See what we meant at the top of this blurb? -- JNL
Carll couldn't play at our showcase or pick up his award for the best of all reasons: He was on tour, playing to big crowds full of important people in places like Chicago and Nashville. (His Ego Brother cohort John Evans accepted on his behalf.) For Carll -- a multiple previous honoree whose "Highway 87" was 2003's Song of the Year -- the crowds promise to get only bigger from here. Later this year, the lanky, laconic troubadour will be opening up for country/Americana legend Buddy Miller in places like London and Dublin. (Or at least that was the plan -- after I typed that line I got word that Miller canceled that tour for "family reasons." Carll hopes the tour will be rescheduled for January.) And to think -- a few short years ago, the only people who knew about Hayes were the hard-core regulars at Wrecks Bell's Old Quarter in downtown Galveston, where Carll honed both his talents -- performing and raising hell -- to razor-sharp perfection. Still, his fame has yet to catch up with his talents. To paraphrase Steve Earle, the road lays long behind this kid, and he's still got miles to go. -- JNL
To use a football analogy, some drummers are like Earl Campbell. They're all about power -- they get back there on that stool and knock the snot out of stuff. Think Ginger Baker or Keith Moon or one of those north Mississippi blues guys for a musical comparison. Others are like Barry Sanders -- they dance, they dip, they dodge, they duck around corners. They always surprise you. Paul "Falcon" Valdez fills that bill. It's always amazing to hear the variety of sounds he gets from his tiny kit, and even though you find yourself sometimes focused on his grooves when he plays behind Tody Castillo, he's not obtrusive by any stretch of the imagination. His is the perfect accompaniment to Castillo's honeyed tenor: a gentle cascade of thwaps, jingles and hisses. -- JNL
Best Cover Band
Molly & the Ringwalds
Sure, Ronald Reagan is still dead, at least until Republicans can revive his corpse, but this totally awesome '80s band is flying higher than 99 Luftballons. And whether it's the raucous ("She's Tight"), mawkish ("Voices Carry") or Mohawkish ("Sheena Is a Punk Rocker"), the all-Ringwald surname coalition of Carrie, Jennifer, Sam, Dekan and Gene parties hardy like Kurt Cobain never existed. "We were happy that a Continental Club band won," said Carrie of their third consecutive victory. They also get bonus points for constantly changing up their set lists. Jennifer says they will be adding many more "gay-tees" songs to their repertoire.
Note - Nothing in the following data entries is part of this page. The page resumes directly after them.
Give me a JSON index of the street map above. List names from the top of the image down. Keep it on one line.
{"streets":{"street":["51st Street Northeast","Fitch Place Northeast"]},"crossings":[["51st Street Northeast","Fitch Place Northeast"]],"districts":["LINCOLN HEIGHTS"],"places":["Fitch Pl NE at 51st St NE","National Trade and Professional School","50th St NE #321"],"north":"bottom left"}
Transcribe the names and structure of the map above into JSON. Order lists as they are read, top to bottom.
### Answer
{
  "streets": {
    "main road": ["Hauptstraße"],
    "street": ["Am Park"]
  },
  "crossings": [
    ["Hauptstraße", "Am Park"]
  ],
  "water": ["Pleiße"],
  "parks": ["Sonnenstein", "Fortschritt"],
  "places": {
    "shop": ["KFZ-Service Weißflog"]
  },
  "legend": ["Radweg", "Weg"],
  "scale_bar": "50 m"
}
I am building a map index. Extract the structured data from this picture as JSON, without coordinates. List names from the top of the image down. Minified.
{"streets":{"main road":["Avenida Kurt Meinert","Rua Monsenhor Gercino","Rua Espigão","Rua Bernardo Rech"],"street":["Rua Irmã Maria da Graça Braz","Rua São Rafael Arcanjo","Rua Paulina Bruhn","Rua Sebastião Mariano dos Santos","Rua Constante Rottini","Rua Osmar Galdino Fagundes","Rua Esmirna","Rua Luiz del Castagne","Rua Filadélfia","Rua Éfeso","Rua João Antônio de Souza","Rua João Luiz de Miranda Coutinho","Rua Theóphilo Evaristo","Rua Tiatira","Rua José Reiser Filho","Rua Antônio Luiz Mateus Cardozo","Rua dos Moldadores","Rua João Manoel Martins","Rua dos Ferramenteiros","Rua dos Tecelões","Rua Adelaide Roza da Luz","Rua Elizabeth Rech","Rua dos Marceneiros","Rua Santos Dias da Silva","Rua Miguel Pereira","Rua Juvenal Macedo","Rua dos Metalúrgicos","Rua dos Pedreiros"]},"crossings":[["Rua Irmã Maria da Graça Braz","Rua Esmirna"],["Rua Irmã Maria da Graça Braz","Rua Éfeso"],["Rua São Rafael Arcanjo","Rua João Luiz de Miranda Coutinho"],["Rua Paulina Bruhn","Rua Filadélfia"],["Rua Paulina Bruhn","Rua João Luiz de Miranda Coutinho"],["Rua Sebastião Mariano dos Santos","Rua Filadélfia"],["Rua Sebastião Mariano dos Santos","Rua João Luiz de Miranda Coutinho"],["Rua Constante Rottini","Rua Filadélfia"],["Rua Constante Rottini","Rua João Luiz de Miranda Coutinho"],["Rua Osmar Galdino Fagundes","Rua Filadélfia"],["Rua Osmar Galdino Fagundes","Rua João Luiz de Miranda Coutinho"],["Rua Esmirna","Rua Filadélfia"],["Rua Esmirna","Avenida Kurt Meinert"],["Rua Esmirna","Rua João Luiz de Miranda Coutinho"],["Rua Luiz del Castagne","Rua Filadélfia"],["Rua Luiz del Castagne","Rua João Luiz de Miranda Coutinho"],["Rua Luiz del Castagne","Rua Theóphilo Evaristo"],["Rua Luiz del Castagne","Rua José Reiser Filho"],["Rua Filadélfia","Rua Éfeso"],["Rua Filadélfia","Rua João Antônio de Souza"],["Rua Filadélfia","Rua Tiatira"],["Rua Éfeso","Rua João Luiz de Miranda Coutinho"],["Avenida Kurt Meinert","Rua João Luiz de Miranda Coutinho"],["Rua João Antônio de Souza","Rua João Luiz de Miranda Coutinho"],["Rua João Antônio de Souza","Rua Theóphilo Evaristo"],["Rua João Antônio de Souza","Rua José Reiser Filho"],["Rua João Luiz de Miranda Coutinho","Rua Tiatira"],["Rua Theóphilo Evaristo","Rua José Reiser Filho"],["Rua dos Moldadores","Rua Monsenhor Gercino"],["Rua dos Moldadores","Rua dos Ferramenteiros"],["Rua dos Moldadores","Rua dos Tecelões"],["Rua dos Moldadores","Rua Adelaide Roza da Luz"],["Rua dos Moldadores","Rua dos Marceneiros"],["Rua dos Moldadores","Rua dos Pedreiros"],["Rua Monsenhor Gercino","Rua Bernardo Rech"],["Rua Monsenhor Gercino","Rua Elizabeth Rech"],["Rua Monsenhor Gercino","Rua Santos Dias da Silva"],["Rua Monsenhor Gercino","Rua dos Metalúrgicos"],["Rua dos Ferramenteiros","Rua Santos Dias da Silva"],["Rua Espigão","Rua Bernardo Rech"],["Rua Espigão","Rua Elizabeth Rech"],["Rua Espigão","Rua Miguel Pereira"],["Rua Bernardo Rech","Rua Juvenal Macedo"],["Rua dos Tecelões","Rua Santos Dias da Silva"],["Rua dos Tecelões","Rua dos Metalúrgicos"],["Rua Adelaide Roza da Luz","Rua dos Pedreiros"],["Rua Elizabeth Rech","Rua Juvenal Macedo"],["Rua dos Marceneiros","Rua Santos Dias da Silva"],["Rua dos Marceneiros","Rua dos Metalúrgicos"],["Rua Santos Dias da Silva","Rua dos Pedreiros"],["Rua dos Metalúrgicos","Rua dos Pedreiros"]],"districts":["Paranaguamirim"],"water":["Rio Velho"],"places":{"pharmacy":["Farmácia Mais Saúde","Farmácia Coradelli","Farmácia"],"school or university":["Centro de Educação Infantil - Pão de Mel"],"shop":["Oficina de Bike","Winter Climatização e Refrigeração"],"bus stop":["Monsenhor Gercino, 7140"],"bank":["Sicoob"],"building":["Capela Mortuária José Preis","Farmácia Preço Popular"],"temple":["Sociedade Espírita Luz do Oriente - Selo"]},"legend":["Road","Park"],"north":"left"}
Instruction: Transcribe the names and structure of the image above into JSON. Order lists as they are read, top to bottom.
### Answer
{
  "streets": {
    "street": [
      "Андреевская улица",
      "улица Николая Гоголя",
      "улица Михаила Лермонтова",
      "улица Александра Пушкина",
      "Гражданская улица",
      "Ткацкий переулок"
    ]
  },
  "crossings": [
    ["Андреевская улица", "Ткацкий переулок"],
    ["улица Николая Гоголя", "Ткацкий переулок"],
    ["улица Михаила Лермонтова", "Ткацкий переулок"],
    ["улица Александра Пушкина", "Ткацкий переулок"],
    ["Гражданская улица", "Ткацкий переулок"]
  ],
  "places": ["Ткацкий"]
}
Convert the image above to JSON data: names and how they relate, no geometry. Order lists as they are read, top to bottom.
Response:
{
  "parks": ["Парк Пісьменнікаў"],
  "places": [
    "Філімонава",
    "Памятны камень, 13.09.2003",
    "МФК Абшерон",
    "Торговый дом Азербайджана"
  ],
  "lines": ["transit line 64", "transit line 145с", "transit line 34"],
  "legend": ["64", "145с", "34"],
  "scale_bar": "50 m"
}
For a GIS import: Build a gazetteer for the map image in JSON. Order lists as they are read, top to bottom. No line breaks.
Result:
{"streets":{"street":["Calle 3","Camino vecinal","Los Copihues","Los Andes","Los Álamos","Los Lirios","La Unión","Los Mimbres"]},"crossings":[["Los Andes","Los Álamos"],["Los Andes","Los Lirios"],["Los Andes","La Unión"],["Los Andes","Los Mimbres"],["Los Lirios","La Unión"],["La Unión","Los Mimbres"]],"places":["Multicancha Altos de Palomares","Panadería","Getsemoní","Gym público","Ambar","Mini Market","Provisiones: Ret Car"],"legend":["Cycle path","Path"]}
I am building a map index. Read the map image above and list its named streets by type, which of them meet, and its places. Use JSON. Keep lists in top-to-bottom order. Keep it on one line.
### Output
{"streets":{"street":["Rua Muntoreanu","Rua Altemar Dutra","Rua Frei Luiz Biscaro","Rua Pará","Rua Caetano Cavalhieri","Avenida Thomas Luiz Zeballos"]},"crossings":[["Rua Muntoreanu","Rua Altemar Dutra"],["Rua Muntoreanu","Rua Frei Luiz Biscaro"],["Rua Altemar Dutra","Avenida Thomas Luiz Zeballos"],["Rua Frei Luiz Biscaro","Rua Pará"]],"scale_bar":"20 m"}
Gay-tees? "They're cheesy '80s danceable songs like 'Wake Me Up Before You Go-Go' and 'It's Raining Men,' " she says. The Ringwalds also want to encourage "more making out and porn" among audience members when they play Journey's "Open Arms." And be sure to check out the band photo on their Web site, which now appears in an official DeLorean car calendar! -- BR
Best Record Store
Cactus Music & Video
This perennial favorite continues its stranglehold on this category for two simple reasons: They stock things you can't get anywhere else in town, and the staffers know their shit. "Some of our best-sellers have been [rare] EPs by Death Cab for Cutie, Son Volt and Queens of the Stone Age," says manager/guru Quinn Bishop, who also carries plenty of local and regional artists unavailable elsewhere. (Not to mention a well-stocked selection of CDs from the Bee Gees, who, according to Bishop's girlfriend, are his favorite band.) The store also has started a "Build a Better Music Library" sale that encourages buyers to check out original classic albums rather than best of/greatest hits compilations. And though toys, shirts, videos and knickknacks take up a good chunk of floor space, Cactus still has the widest and most eclectic selection of music anywhere in Houston -- though they may apparently need wider vintage racks. "Our vinyl business has grown significantly," Bishop adds. Time to reorder those '70s-era LP dust brushes. -- BR
Best Salsa/Reggaetón/Latin Pop
You've got to say one thing for the Punch: They are versatile. Boleros, lite jazz, mariachi, Tejano, rock en español and English, merengue, swing and (of course) tropical music might all coexist peacefully in one set. But it's the dance-floor-filling cumbia and salsa music in which the Walter Suhr-led ensemble really excels, getting hot booties of all nationalities together on the dance floor. Hey, UN, are you listening? Suhr, a native of Guatemala who has made Houston his home since the mid-'80s, alternately oversees, directs and pushes his players (who include Abbie Moolchan, Chad Tumminello, Daniel Prado and Doris Rios) like a Latino James Brown into a unit that could stop on a peso and rev it right back up for both Latino and Anglo audiences. And though they have three CDs under their belts, Mango Punch is best ladled out live. -- BR
Texas Johnny Brown
Not only did Texas Johnny Brown write what may be the greatest blues song ever to come out of the Bayou City (Bobby "Blue" Bland's monster hit "Two Steps from the Blues"), but he can trace his lineage all the way back to Amos Milburn and the Aladdin Chickenshackers; their biggest hit, "Chicken Shack Boogie," was the rage in Houston (and nationally) in 1948.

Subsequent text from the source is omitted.